Across the country, another change in school lunches can be seen in California. LA Unified School District has released news that they are cutting strawberry and chocolate milk off the menu. This leads to some hope that school lunches will soon be more nutrient dense and flavorful for the students. Many big guys, like the US Departement of Agriculture, reimburse schools for using flavored milks. Over 60% of milks consumed at schools are flavored. This worries the dairy industry that they won’t be making as much money if flavored milks are taken out. Kids may not choose to drink milk at all if their usual choice is not on the menu. Will they boycott milk altogether or get used to the idea that they shouldn’t be drinking that much sugar with their meal? Schools need to educate the students about why they are taking the milk off the menu, and how it will benefit them in the immediate and long term future.

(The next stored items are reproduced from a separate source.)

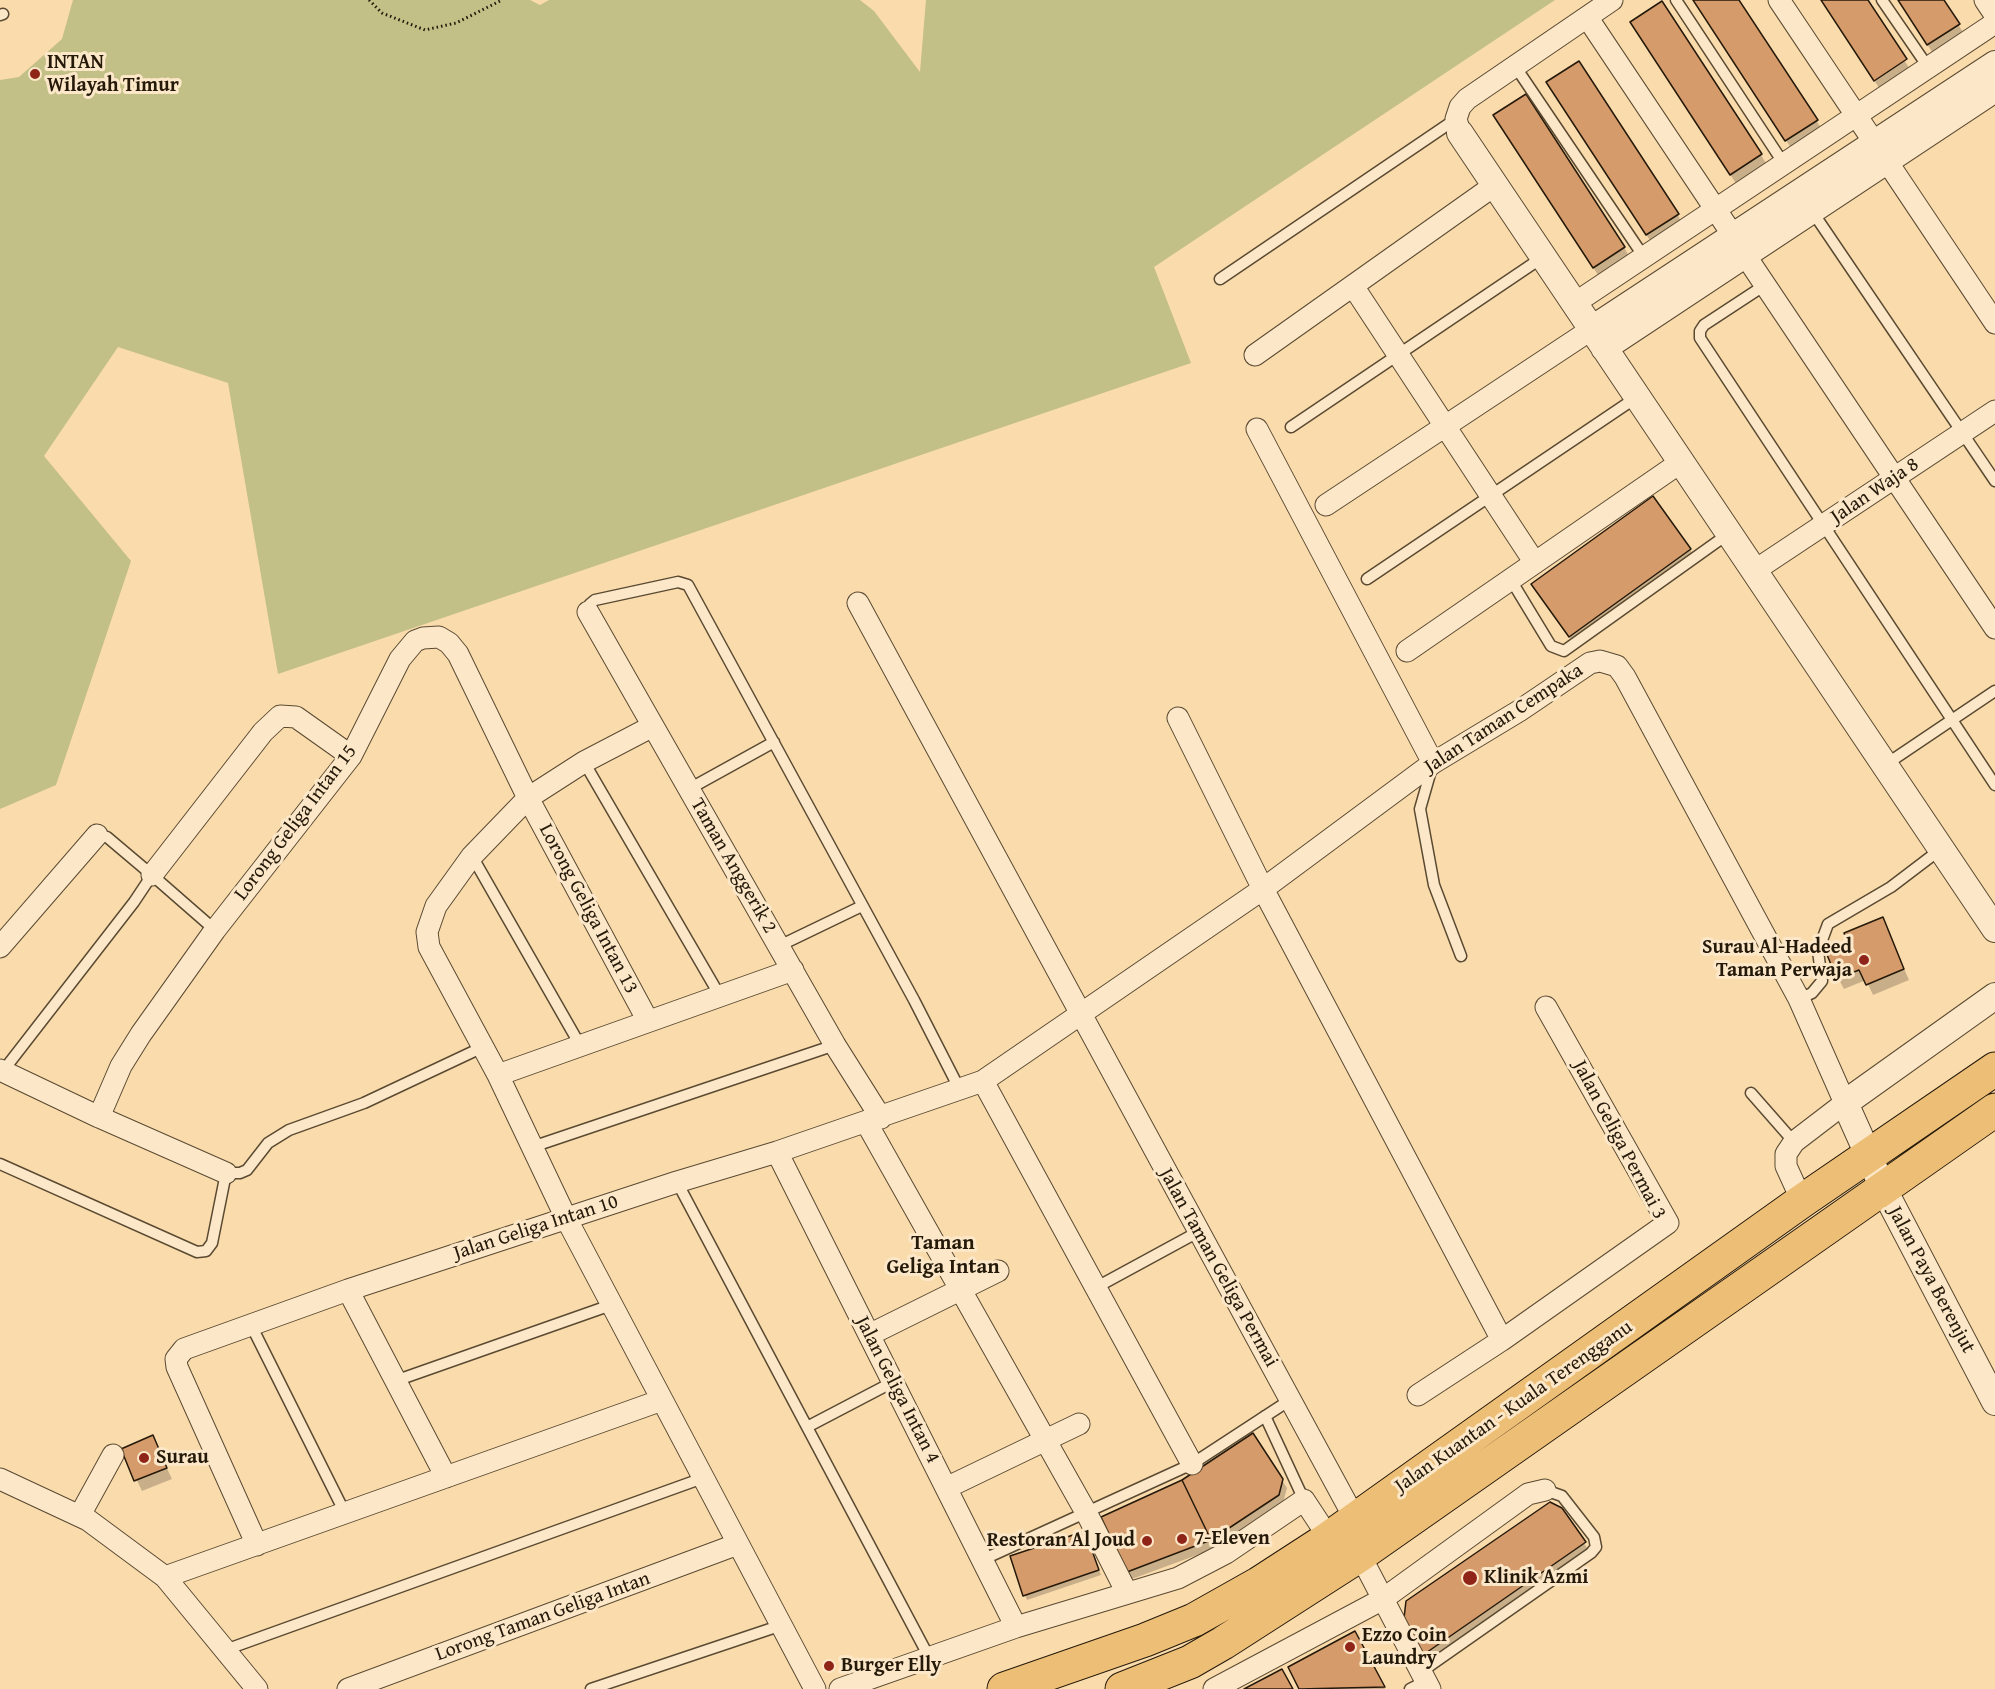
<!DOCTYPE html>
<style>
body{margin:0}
canvas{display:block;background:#fadbac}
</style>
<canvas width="1995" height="1689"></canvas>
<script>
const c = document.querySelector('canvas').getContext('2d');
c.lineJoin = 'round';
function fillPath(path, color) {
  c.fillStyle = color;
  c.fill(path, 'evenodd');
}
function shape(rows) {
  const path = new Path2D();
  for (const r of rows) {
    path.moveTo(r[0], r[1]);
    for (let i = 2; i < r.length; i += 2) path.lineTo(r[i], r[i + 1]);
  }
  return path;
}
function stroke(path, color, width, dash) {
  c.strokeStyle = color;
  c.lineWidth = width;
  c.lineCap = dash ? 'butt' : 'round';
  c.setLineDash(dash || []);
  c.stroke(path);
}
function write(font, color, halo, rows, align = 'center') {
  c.font = font + ' "Gentium Book Plus",serif';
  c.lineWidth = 6;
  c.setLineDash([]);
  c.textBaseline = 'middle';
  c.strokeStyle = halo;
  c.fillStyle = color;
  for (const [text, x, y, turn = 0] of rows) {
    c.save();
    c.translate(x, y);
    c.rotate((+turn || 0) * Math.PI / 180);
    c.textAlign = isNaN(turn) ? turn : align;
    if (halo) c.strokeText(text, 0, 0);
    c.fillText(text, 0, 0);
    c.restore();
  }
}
fillPath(shape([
 [73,0,530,0,540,5,549,0,860,0,874,11,920,72,926,0,1555,0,1154,267,1191,363,278,674,228,383,118,347,44,456,131,561,56,785,0,809,0,80,19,77,62,39]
]), '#c2bf87');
fillPath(shape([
 [1694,0,1738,0,1823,131,1793,151],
 [1822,0,1866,0,1911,71,1881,91],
 [1899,0,1942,0,1965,35,1934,55],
 [1638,33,1761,155,1767,165,1737,185],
 [1554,93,1677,214,1683,225,1653,245],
 [1501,126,1624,247,1630,258,1600,278],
 [1690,549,1696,560,1576,646,1539,595],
 [1882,919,1909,980,1873,995,1866,980,1844,989,1838,978,1849,942],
 [152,1437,172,1479,142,1491,122,1449],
 [1282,1480,1287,1488,1283,1503,1216,1548,1132,1579,1128,1571],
 [1562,1509,1591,1554,1431,1664,1406,1617],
 [1087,1537,1101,1575,1027,1600,1025,1595],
 [1355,1633,1385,1689,1301,1689,1290,1667]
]), '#0003');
const building = shape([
 [1693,0,1739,0,1818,120,1785,141,1693,0],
 [1821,0,1868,0,1907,59,1874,81,1821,0],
 [1898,0,1944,0,1960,24,1927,45,1898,0],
 [1662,1,1762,154,1730,175,1630,22,1662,1],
 [1579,61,1679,214,1646,235,1546,82,1579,61],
 [1526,94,1625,247,1593,268,1493,115,1526,94],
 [1653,496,1691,549,1569,637,1531,584,1653,496],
 [1883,917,1904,969,1866,985,1859,970,1837,979,1825,950,1847,941,1844,933,1883,917],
 [1253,1433,1283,1479,1279,1495,1211,1540,1182,1480,1253,1433],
 [153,1435,167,1468,134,1481,121,1449,153,1435],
 [1182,1480,1211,1540,1127,1572,1101,1517,1182,1480],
 [1550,1502,1562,1508,1586,1542,1423,1655,1404,1618,1406,1601,1550,1502],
 [1085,1531,1099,1570,1023,1596,1010,1556,1085,1531],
 [1355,1631,1385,1687,1299,1689,1288,1667,1355,1631],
 [1282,1669,1293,1689,1244,1689,1282,1669]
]);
fillPath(building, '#d59b6b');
stroke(building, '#25190a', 1.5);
const service = shape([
 [1676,0,1784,164],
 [1882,0,1928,67],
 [0,15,3,14],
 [1515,66,1644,257],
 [1812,211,1995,481],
 [1220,279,1456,119],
 [1765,285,1704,325,1700,331,1700,338,1995,785],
 [1291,427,1543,257],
 [1367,579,1637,397],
 [1511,580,1551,646,1564,651,1728,534],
 [588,612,590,604,595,600,678,582,688,585,914,1000,960,1090],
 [584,762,720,996],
 [1885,765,1995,691],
 [1432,767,1420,809,1434,885,1461,956],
 [689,789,774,742],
 [472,856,580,1045],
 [152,875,215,930],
 [779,946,862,906],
 [1799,999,1812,993,1822,981,1818,951,1828,924,1891,887,1941,849],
 [3,1071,134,902,152,875,107,837,97,835],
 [1751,1093,1794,1142],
 [532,1147,835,1045],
 [0,1164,197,1252,206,1251,212,1243,226,1173,240,1173,247,1170,268,1143,289,1130,364,1103,483,1047],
 [677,1182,929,1657],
 [1095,1288,1198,1232],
 [251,1325,345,1513],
 [395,1381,611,1305],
 [1265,1416,1304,1500],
 [807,1427,893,1382],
 [982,1560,1192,1464,1290,1400],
 [225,1650,703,1478],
 [1421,1672,1591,1553,1596,1547,1594,1537,1562,1496,1545,1490],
 [591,1689,782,1625],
 [1410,1689,1426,1681]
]);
const minor = shape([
 [1779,0,1995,323],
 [1985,0,1995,15],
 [1587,17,1734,237],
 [1460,133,1456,119,1460,107,1467,99,1612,0],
 [1745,255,1995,628],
 [1353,286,1535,563],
 [1575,303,1995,23],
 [1255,355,1495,185],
 [1257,429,1433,763],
 [1326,505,1592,329],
 [1754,571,1995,411],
 [858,603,1355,1519],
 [588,612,835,1045,881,1118],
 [1407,651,1681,462],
 [1178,718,1263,889,1502,1340],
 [653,726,584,762,528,798,472,856,436,906,427,932,429,947,498,1075,566,1218,815,1689],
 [152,875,263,732,280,716,296,717,351,756],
 [0,947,97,835],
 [0,1070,99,1117,226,1173],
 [498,1075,793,970],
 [983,1081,1192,1464],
 [99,1117,121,1066,141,1034,215,930,351,756,400,659,415,641,423,638,439,637,449,643,458,654,528,798,648,1021],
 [866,1122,1087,1514,1127,1593],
 [777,1152,1016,1627],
 [348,1290,446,1477],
 [869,1335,998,1271],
 [1418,1395,1502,1340,1668,1223,1546,1007],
 [0,1479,88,1520,165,1577,257,1689],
 [946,1488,1079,1424],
 [80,1515,113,1455],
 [257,1545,177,1367,176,1359,184,1349,348,1290,677,1182,777,1152,983,1081,1263,889,1433,763,1519,711,1590,663,1600,661,1617,666,1625,677,1799,999,1845,1103,1794,1142,1786,1154,1786,1166,1802,1201],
 [1360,1555,1430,1689],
 [165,1577,662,1400],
 [348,1689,738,1544],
 [840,1689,1016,1627,1178,1578,1226,1553,1304,1500,1329,1538],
 [1214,1689,1383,1599,1528,1494,1545,1490]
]);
const tertiary = shape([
 [1460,133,1995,929],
 [1592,329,1995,64],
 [1604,348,1995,89],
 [1995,996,1845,1103,1883,1188,1995,1402]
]);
const trunk = shape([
 [1004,1689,1145,1640,1194,1620,1258,1584,1329,1538,1802,1201,1995,1069],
 [1122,1689,1190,1662,1223,1643,1360,1555,1995,1110]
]);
stroke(service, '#5a4a32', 13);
stroke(minor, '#5a4a32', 23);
stroke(tertiary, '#5a4a32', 28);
stroke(trunk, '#25190a', 35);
stroke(shape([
 [369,0,382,13,425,30,456,23,502,0]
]), '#25190a', 3, [1.5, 3]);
stroke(service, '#fce8c9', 10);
stroke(minor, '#fce8c9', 21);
stroke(tertiary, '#fce8c9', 26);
stroke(trunk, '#edbe76', 33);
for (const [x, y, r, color] of [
 [35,74,6,"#8f2418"],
 [1864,960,6,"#8f2418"],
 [144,1458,6,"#8f2418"],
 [1182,1539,6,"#8f2418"],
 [1147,1541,6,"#8f2418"],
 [1470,1578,8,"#8f2418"],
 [1350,1647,6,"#8f2418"],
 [829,1666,6,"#8f2418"]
]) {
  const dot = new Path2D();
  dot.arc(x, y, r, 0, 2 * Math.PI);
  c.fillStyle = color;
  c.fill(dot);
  stroke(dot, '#fce8c9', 2);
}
write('bold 20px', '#25190a', '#fce8c9', [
 ["INTAN",47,63],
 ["Wilayah Timur",47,86],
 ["Surau Al-Hadeed",1852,948,"right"],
 ["Taman Perwaja",1852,971,"right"],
 ["Surau",156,1458],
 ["7-Eleven",1194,1539],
 ["Restoran Al Joud",1135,1541,"right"],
 ["Klinik Azmi",1484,1578],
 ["Ezzo Coin",1362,1636],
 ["Laundry",1362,1659],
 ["Burger Elly",841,1666]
], 'left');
write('20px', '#25190a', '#fce8c9', [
 ["Jalan Waja 8",1875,491,-34],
 ["Jalan Taman Cempaka",1504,719,-33],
 ["Lorong Geliga Intan 15",296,823,-53],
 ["Taman Anggerik 2",733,866,60],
 ["Lorong Geliga Intan 13",588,909,62],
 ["Jalan Geliga Permai 3",1619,1140,62],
 ["Jalan Geliga Intan 10",536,1228,-18],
 ["Jalan Taman Geliga Permai",1218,1268,61],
 ["Jalan Paya Berenjut",1931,1280,62],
 ["Jalan Geliga Intan 4",897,1390,63],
 ["Jalan Kuantan - Kuala Terengganu",1514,1407,-35],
 ["Lorong Taman Geliga Intan",543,1617,-20]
]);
write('bold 21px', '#25190a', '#fce8c9', [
 ["Taman",943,1244],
 ["Geliga Intan",943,1268]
]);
</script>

Childhood obesity is a huge problem right now in the United States. Revamping the school lunch menus and removing the junk is necessary to help the children build a healthier, disease free, future. Jamie Oliver sparked the idea of removing the flavored milks, and has made an impact on the superintendent John Deasey. The next steps to take are to remove the chicken nuggets and other processed foods and use fresh, natural replacements. The problem is that schools are only funded about 77 cents per meal, per child. This will not be able to cover fresh produce, let alone boiled or baked chicken as the protein. The real issue comes down to politics,which hopefully will be changed in the near future. If Michelle Obama can supposedly release a new food pyramid (plate) then I am sure she can make a difference in the amount schools are funded per meal. The Choose My Plate program debuted a few weeks ago, and will hopefully be featured in classroom presentations about nutrition.
Children are the future. One in three children in the LA Unified School District are overweight or obese. Removing sugary and processed foods from the menus, and replacing the amount of sugar served with the same amount of fiber will make a tiny dent in the obesity epidemic. It is just a start to the entire process of remaking the school lunch menus to create a healthier next generation.
Competitions like the one in Baltimore should be a country wide program to ensure that students are eating what they choose, and that their choice is flavored and healthy. But again, it comes down to money. Someone in power needs to make the decision to allot more dollars to the meals, and future, of the children in this country.